§ **PROBLEM REQUIREMENTS**: Pictures are to be left out. Copy exactly, and only, the lines from the start of the entries below to the line with "height:5px; margin:-2.5px; padding:0", both included.

[Collected data entries]
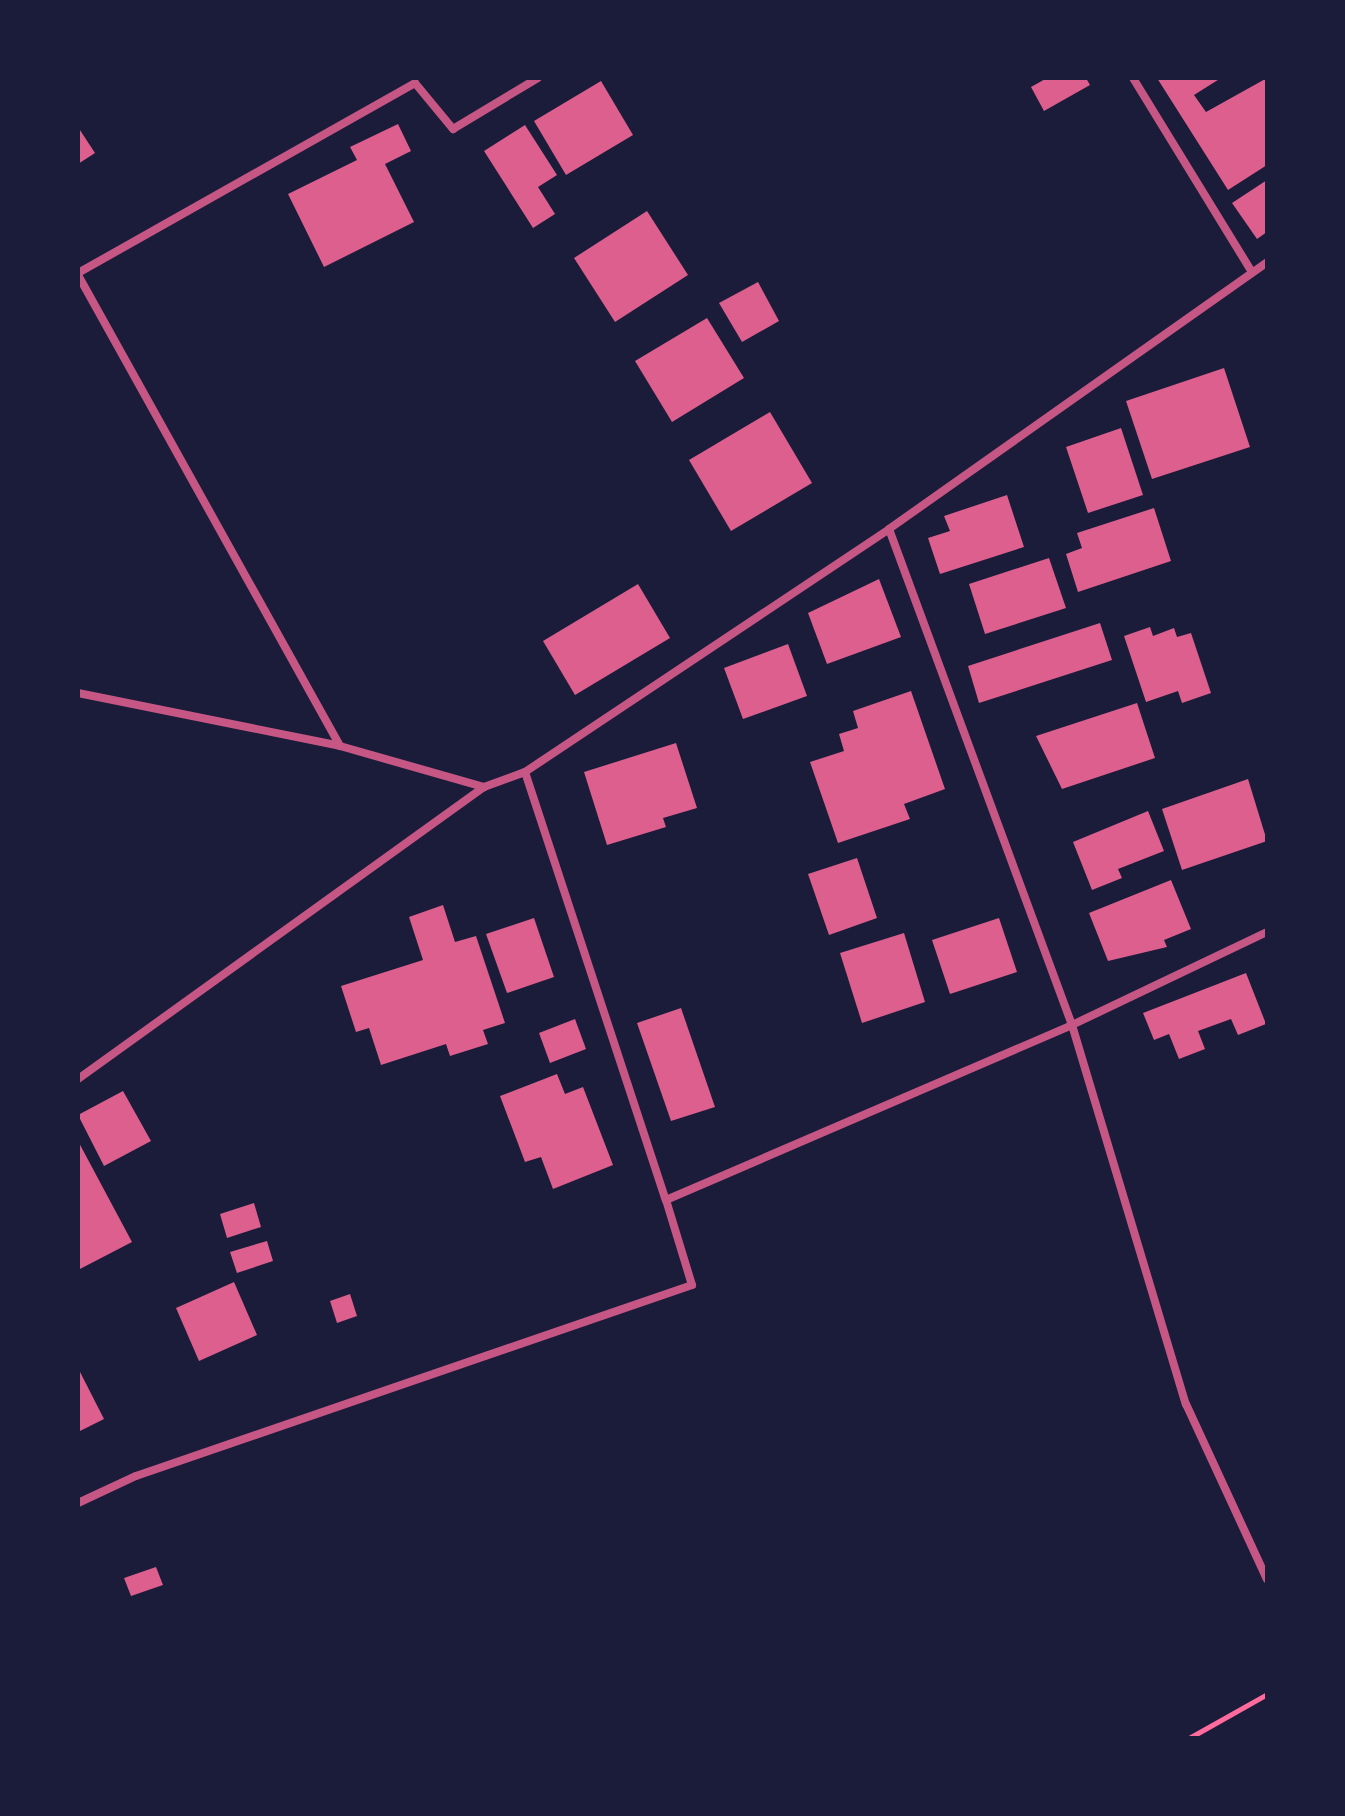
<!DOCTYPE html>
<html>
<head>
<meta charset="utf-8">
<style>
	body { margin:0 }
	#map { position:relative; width:1345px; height:1816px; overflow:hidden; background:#1b1b3a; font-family:Bitter,serif }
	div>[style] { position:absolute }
	.building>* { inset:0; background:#dd5f8e }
	.path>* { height:5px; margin:-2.5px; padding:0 2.5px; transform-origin:2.5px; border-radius:2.5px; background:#ff6b9d }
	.minor>* { height:8px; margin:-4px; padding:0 4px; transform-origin:4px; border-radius:4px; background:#c65784 }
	span { translate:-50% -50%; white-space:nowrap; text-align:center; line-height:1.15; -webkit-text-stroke:8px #1b1b3a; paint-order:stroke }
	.frame { position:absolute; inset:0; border:80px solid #1b1b3a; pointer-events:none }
</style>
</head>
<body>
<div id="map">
	<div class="building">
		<div style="clip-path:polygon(1047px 78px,1086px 78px,1090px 85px,1044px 111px,1031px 87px)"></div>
		<div style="clip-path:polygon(1157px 78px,1221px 78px,1194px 95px,1206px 112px,1267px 78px,1267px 165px,1228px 190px)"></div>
		<div style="clip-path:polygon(601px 81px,633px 135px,566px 175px,534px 121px)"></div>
		<div style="clip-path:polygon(398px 124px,411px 151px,385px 164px,414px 222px,324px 267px,288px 194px,357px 160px,350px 147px)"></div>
		<div style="clip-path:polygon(525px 125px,557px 175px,538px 187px,555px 214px,533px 228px,484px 151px)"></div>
		<div style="clip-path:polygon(78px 127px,95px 153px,78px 164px)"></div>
		<div style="clip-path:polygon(1267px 180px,1267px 232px,1257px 239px,1232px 203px)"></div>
		<div style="clip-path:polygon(647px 211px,688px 275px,615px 322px,574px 258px)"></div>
		<div style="clip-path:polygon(758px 282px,779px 321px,742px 342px,719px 303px)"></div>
		<div style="clip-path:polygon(707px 318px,744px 378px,672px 422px,635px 361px)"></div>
		<div style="clip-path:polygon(1224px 368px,1250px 447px,1152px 479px,1126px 401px)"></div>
		<div style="clip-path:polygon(770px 412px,812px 483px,731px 531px,689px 460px)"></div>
		<div style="clip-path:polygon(1121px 428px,1143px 495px,1088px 513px,1066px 447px)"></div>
		<div style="clip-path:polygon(1007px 495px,1024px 547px,940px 574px,928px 538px,950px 531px,944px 516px)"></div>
		<div style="clip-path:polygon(1154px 508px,1171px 561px,1078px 592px,1066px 554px,1082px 548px,1077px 533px)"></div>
		<div style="clip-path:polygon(1049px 558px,1066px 608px,985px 634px,969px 584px)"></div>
		<div style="clip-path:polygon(879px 579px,901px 637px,827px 664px,808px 613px)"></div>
		<div style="clip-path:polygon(638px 584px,670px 638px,575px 695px,543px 641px)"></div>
		<div style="clip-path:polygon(1100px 623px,1112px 660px,979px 703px,968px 666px)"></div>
		<div style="clip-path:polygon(1150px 627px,1153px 636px,1174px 628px,1177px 637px,1191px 633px,1211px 693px,1182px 703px,1178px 691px,1146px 702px,1124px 636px)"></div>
		<div style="clip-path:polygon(788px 644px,807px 696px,743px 719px,724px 668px)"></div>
		<div style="clip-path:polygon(911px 691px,945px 789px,904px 804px,910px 819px,838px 843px,810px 762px,844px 751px,839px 734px,858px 728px,853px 711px)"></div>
		<div style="clip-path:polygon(1137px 703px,1155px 758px,1062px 789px,1036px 736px)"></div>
		<div style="clip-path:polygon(676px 743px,697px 808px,663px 818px,666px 827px,607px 845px,584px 772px)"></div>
		<div style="clip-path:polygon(1248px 779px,1267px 841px,1182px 870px,1162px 809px)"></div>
		<div style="clip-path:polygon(1148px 811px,1164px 851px,1118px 869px,1122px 878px,1092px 890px,1073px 842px)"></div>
		<div style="clip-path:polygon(857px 858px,877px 918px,829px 935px,808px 874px)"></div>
		<div style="clip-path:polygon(1171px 880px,1191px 929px,1164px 940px,1167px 947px,1108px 961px,1089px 913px)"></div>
		<div style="clip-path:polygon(443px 905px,455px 942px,476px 936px,505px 1023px,483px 1030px,488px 1044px,450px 1056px,446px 1044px,381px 1065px,369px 1028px,356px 1032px,341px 986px,423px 960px,409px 917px)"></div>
		<div style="clip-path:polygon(534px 918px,554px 977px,507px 993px,486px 934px)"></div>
		<div style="clip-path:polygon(999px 918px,1017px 972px,950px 994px,932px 940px)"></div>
		<div style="clip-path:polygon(904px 933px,925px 1002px,862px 1023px,840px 953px)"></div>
		<div style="clip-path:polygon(1246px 973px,1266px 1024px,1238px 1035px,1231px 1019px,1198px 1031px,1205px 1049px,1179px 1059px,1169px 1034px,1154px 1040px,1143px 1013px)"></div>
		<div style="clip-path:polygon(681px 1008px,715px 1107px,671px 1121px,637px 1023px)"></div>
		<div style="clip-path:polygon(575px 1019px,586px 1049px,550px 1063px,539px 1033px)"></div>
		<div style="clip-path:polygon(557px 1074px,565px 1094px,583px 1087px,613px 1165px,553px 1189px,541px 1157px,525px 1162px,500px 1096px)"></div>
		<div style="clip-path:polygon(123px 1091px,151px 1141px,104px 1166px,78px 1115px)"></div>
		<div style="clip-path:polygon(78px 1141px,132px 1242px,78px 1270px)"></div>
		<div style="clip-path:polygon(254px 1203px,261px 1227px,227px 1238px,220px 1214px)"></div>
		<div style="clip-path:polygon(267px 1241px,273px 1261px,237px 1273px,230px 1252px)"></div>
		<div style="clip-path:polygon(234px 1282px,257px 1335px,199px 1361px,176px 1308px)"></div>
		<div style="clip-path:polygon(350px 1294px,357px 1316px,337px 1323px,330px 1301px)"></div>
		<div style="clip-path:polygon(78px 1368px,104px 1419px,78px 1432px)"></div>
		<div style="clip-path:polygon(156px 1567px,163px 1585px,131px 1596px,124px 1578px)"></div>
	</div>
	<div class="path">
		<div style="left:1189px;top:1738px;width:90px;rotate:-29.4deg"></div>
	</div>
	<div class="minor">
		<div style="left:1133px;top:78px;width:228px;rotate:58.5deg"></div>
		<div style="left:78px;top:273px;width:387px;rotate:-29.4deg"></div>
		<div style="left:415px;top:83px;width:60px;rotate:50.4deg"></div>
		<div style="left:453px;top:129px;width:99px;rotate:-31deg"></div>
		<div style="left:78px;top:275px;width:539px;rotate:60.91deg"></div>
		<div style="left:889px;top:529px;width:529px;rotate:69.75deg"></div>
		<div style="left:1072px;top:1025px;width:396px;rotate:73.3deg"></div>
		<div style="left:1186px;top:1404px;width:193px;rotate:65.2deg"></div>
		<div style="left:78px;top:693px;width:267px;rotate:11.4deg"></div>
		<div style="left:340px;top:746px;width:150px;rotate:15.9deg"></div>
		<div style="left:484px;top:787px;width:44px;rotate:-20.1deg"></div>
		<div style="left:525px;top:772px;width:438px;rotate:-33.7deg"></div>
		<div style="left:889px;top:529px;width:463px;rotate:-35.2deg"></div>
		<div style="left:525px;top:772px;width:451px;rotate:71.8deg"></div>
		<div style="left:666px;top:1200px;width:442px;rotate:-23.3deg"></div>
		<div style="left:1072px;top:1025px;width:216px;rotate:-25.5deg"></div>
		<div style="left:78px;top:1079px;width:500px;rotate:-35.72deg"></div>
		<div style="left:78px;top:1503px;width:64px;rotate:-25deg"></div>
		<div style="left:136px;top:1476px;width:588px;rotate:-18.96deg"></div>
		<div style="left:692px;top:1285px;width:89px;rotate:-107deg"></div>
	</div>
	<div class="frame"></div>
</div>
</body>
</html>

§ **WRITTEN REPLY**:
<!DOCTYPE html>
<html>
<head>
<meta charset="utf-8">
<style>
	body { margin:0 }
	#map { position:relative; width:1345px; height:1816px; overflow:hidden; background:#1b1b3a; font-family:Bitter,serif }
	div>[style] { position:absolute }
	.building>* { inset:0; background:#dd5f8e }
	.path>* { height:5px; margin:-2.5px; padding:0 2.5px; transform-origin:2.5px; border-radius:2.5px; background:#ff6b9d }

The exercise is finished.